Fig. 3 compares the fingerprint plot coverage of different atom pairs, i.e. it represents the relative amount of the total Hirshfeld surface that is covered by the (d_i + d_e) pixels attributed to various X⋯H (X = N, O, C, H) distances. In both polymorphs, H⋯H contacts are the most frequent ones, as it usually occurs in hydrogen-rich crystals.

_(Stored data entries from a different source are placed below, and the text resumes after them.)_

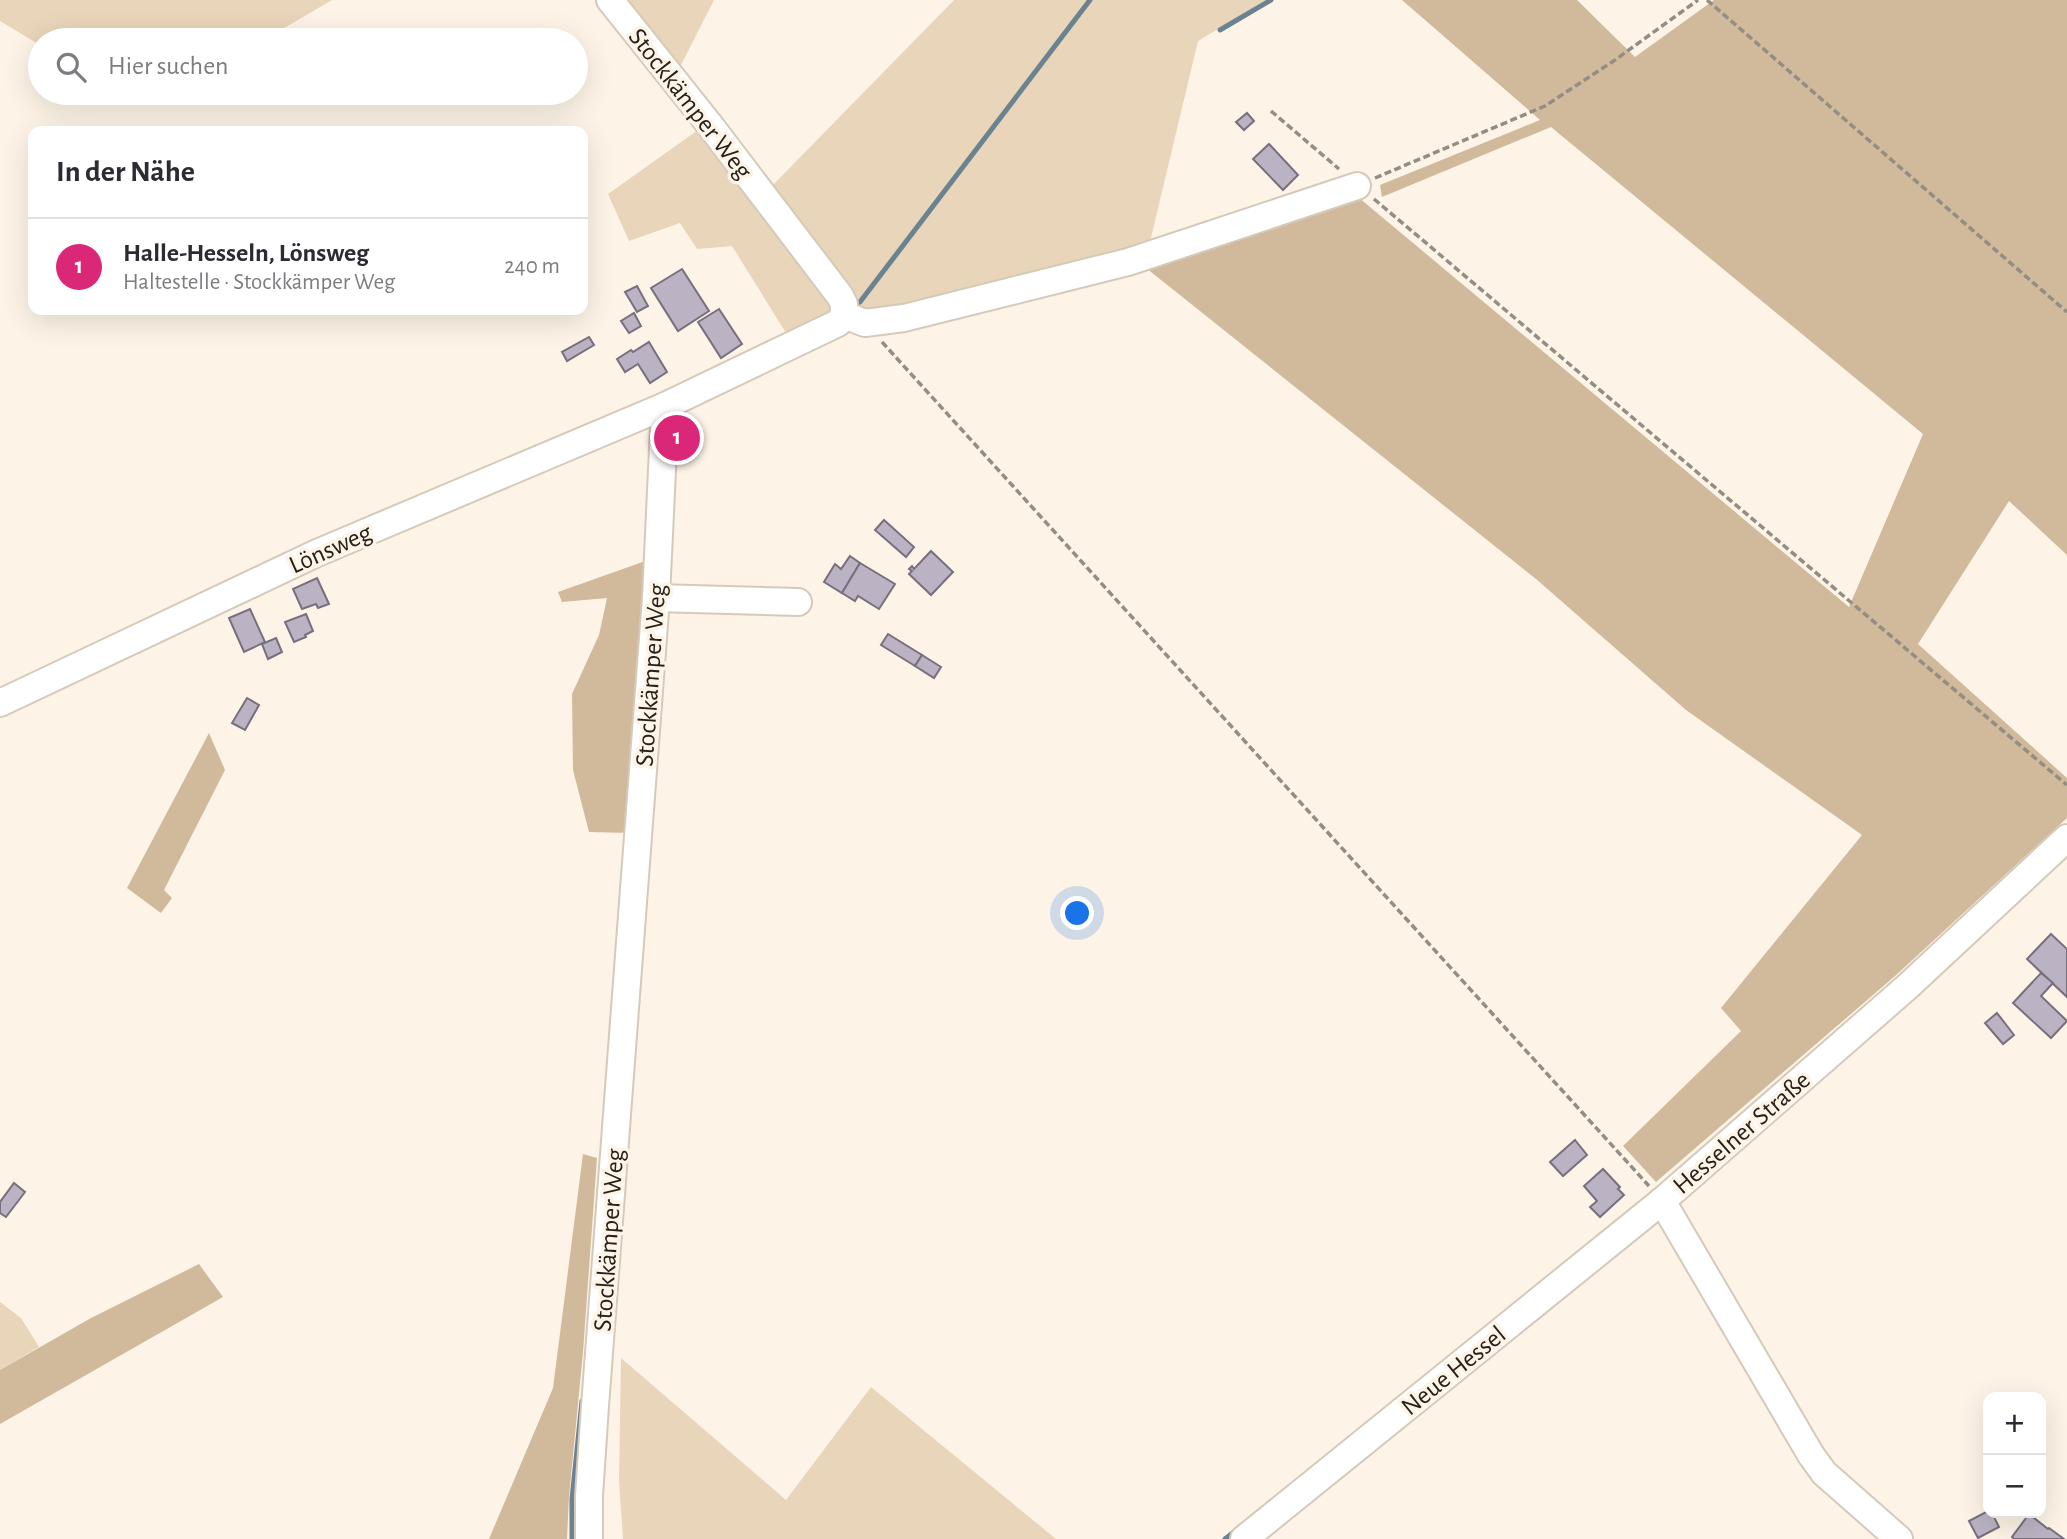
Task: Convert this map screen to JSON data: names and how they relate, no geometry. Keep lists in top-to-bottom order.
{
  "streets": {
    "street": [
      "Stockkämper Weg",
      "Lönsweg",
      "Hesselner Straße",
      "Neue Hessel"
    ]
  },
  "crossings": [
    ["Stockkämper Weg", "Lönsweg"],
    ["Hesselner Straße", "Neue Hessel"]
  ],
  "page": {
    "search": "Hier suchen",
    "heading": "In der Nähe",
    "list": [
      {
        "mark": "1",
        "name": "Halle-Hesseln, Lönsweg",
        "note": "Haltestelle · Stockkämper Weg",
        "value": "240 m"
      }
    ],
    "pins": "1",
    "map_buttons": ["+", "−"]
  }
}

The slight increment of N,O⋯H frequencies in B occurs at the expenses of the C⋯H frequency, while other atom–atom close contacts are much less relevant.

Fig. 3 Relative contributions to Hirshfeld surface area for the close molecular contacts in DTC forms A and B.

Translating the relative picture on absolute grounds, we note that some features that are clearly visible in A become barely appreciable, or even disappear, in B (Fig. 2). The four spikes in A, at a total distance (d_i + d_e) of ≈2.4 Å and ≈2.5 Å, are the signature of short H⋯O and H⋯N contacts, respectively. In B, they shift at higher d_i + d_e and are smoothed down into the H⋯H background in central region of the diagram. The two lateral wings in A at d_i + d_e ≈ 2.7 Å, which are due to close C⋯H contacts and are partly attributable to C–H⋯π interactions, somewhat survive in B at longer distances, but again they are not neatly distinguishable anymore. In general, close hydrogen-acceptor contacts roughly conserve their relative occurring frequencies in both the crystal structures, even though O⋯H and N⋯H interactions are slightly more frequent in the polymorph B (Fig. 3). Overall, though, these differences are barely significant, accounting for changes lower than 2.5% in the relative coverage of Hirshfeld surfaces, as expected for weak hydrogen bonded contacts in polymorphs of organic crystals.⁶⁶ In general, both the crystal forms of DTC are characterized by similar packing modes, with the A form exploiting a slightly higher packing efficiency, as testified by a lower cell volume (Section 3.1) and by the fact that, on average, similar intermolecular contacts are translated at longer distances in the B phase. These evidences suggest that intermolecular NCI might be somehow weaker in this phase.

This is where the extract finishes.